= Dataset entries =
══════

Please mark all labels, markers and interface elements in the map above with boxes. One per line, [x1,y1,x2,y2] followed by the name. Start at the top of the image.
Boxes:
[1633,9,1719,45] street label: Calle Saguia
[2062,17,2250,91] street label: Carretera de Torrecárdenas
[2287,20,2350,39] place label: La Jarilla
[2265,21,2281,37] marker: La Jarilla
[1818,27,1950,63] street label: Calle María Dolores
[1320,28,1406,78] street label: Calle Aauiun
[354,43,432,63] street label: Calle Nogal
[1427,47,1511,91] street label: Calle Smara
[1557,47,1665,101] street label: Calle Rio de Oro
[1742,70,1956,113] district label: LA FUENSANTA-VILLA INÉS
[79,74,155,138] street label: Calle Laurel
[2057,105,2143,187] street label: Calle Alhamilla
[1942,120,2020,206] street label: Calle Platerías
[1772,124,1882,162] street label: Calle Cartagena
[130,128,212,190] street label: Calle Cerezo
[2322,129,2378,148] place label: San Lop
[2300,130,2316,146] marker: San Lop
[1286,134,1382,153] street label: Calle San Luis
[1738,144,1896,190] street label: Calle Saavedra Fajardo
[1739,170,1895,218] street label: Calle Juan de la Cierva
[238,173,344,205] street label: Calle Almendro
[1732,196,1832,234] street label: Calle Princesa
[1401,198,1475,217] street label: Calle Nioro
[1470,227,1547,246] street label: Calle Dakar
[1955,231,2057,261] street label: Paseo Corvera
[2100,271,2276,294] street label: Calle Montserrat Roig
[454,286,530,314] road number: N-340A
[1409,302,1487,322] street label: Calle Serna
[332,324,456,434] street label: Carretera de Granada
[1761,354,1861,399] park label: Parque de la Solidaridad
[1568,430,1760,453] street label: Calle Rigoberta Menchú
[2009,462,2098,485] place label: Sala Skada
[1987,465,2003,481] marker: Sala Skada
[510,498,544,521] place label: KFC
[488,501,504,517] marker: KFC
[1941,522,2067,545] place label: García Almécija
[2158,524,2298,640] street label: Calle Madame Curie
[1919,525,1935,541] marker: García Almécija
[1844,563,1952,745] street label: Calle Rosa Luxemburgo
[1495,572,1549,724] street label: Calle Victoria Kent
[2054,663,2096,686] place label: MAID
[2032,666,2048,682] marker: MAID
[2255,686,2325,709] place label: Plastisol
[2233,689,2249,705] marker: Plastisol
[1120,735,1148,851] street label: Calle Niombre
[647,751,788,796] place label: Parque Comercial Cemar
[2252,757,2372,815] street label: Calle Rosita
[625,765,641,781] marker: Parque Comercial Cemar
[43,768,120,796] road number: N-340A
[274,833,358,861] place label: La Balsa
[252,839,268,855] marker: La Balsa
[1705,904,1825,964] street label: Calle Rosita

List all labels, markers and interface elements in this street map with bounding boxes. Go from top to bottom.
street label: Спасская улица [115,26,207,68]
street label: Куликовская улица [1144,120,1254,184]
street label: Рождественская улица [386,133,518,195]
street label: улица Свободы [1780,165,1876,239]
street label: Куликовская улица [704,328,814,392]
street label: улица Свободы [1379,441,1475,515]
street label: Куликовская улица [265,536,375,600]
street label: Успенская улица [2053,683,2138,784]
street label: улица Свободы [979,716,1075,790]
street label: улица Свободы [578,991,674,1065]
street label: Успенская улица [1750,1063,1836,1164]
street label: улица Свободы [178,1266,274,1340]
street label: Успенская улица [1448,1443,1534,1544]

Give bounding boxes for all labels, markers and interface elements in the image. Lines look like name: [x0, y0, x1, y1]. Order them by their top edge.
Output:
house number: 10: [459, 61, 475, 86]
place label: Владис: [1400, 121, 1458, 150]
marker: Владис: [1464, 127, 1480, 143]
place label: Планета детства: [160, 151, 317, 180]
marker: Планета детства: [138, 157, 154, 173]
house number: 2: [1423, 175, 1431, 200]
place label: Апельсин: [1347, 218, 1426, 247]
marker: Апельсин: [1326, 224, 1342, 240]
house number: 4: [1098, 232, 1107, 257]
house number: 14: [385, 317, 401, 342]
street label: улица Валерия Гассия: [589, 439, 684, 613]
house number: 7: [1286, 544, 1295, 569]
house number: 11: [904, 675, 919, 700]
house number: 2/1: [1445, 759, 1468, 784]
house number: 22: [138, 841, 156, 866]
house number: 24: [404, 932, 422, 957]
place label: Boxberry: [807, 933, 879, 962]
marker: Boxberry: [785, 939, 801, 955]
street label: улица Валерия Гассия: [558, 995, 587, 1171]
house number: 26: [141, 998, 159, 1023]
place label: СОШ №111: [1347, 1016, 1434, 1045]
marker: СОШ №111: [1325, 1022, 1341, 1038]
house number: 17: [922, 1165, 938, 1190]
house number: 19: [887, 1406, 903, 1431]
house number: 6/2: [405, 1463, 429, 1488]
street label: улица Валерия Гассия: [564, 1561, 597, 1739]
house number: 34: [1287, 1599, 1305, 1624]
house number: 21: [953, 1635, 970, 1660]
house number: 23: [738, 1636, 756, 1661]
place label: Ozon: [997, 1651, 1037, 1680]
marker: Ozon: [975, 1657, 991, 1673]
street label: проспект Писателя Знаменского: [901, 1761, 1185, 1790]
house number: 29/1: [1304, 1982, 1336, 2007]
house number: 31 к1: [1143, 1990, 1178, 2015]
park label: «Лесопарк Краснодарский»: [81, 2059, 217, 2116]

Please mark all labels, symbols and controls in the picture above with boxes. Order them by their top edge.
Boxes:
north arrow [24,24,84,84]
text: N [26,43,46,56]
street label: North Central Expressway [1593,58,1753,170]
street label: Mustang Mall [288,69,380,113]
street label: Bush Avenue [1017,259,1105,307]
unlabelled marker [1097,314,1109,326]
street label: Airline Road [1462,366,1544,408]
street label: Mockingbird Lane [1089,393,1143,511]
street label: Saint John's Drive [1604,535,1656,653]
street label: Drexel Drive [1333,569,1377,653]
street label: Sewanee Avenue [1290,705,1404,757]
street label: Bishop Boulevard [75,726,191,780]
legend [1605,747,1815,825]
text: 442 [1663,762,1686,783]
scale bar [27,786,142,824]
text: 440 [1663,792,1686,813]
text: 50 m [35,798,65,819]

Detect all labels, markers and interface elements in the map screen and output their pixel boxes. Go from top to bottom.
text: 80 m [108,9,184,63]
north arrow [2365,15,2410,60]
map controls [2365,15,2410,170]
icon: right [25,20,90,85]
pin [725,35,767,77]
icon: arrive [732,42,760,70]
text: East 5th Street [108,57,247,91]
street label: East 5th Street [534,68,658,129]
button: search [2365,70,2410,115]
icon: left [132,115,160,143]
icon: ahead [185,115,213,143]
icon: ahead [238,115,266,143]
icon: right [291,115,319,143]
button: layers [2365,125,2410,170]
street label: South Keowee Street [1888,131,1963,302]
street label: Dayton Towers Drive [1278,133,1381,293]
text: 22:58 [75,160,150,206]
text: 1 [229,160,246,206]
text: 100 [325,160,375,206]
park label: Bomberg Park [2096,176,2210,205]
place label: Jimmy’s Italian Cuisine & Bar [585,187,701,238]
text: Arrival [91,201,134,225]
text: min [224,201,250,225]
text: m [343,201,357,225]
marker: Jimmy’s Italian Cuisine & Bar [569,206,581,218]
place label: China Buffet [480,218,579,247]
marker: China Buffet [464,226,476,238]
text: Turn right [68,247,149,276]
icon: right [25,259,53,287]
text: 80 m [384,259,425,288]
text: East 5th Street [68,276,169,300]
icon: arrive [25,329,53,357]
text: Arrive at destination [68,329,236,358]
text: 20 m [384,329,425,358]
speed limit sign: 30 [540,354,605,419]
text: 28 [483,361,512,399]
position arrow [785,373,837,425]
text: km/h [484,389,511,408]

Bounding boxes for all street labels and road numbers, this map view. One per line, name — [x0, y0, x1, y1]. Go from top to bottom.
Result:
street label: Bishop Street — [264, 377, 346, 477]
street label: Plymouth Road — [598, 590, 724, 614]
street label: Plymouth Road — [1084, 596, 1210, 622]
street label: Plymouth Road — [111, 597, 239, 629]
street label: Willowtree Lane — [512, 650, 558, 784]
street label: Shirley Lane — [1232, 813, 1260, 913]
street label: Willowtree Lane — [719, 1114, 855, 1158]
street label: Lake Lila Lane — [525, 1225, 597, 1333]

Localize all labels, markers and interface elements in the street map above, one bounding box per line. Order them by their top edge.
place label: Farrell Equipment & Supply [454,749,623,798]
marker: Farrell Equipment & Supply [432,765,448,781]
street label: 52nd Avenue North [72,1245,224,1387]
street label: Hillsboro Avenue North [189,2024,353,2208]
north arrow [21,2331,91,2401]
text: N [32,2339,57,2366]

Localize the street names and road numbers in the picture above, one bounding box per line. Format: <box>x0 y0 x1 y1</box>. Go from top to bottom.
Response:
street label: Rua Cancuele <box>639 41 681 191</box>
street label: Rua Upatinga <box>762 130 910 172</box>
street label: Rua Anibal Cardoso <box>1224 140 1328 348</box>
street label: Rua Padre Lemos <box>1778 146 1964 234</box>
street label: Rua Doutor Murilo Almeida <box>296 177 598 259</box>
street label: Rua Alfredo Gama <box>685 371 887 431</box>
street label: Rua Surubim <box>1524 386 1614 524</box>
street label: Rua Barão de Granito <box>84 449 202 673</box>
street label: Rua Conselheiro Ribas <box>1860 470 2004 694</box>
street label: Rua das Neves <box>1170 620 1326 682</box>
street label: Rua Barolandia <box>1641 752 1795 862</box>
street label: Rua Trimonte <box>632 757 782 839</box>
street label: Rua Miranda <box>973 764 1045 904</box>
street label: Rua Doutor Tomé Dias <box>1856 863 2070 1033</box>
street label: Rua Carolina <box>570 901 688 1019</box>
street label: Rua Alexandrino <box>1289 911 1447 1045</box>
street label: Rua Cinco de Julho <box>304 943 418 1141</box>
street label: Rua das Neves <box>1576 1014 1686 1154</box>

══════

= Your objective =
Every line in the records above that contains the word "park" should be copied out.

= Reply to the exercise =
[1761,354,1861,399] park label: Parque de la Solidaridad
park label: «Лесопарк Краснодарский»: [81, 2059, 217, 2116]
park label: Bomberg Park [2096,176,2210,205]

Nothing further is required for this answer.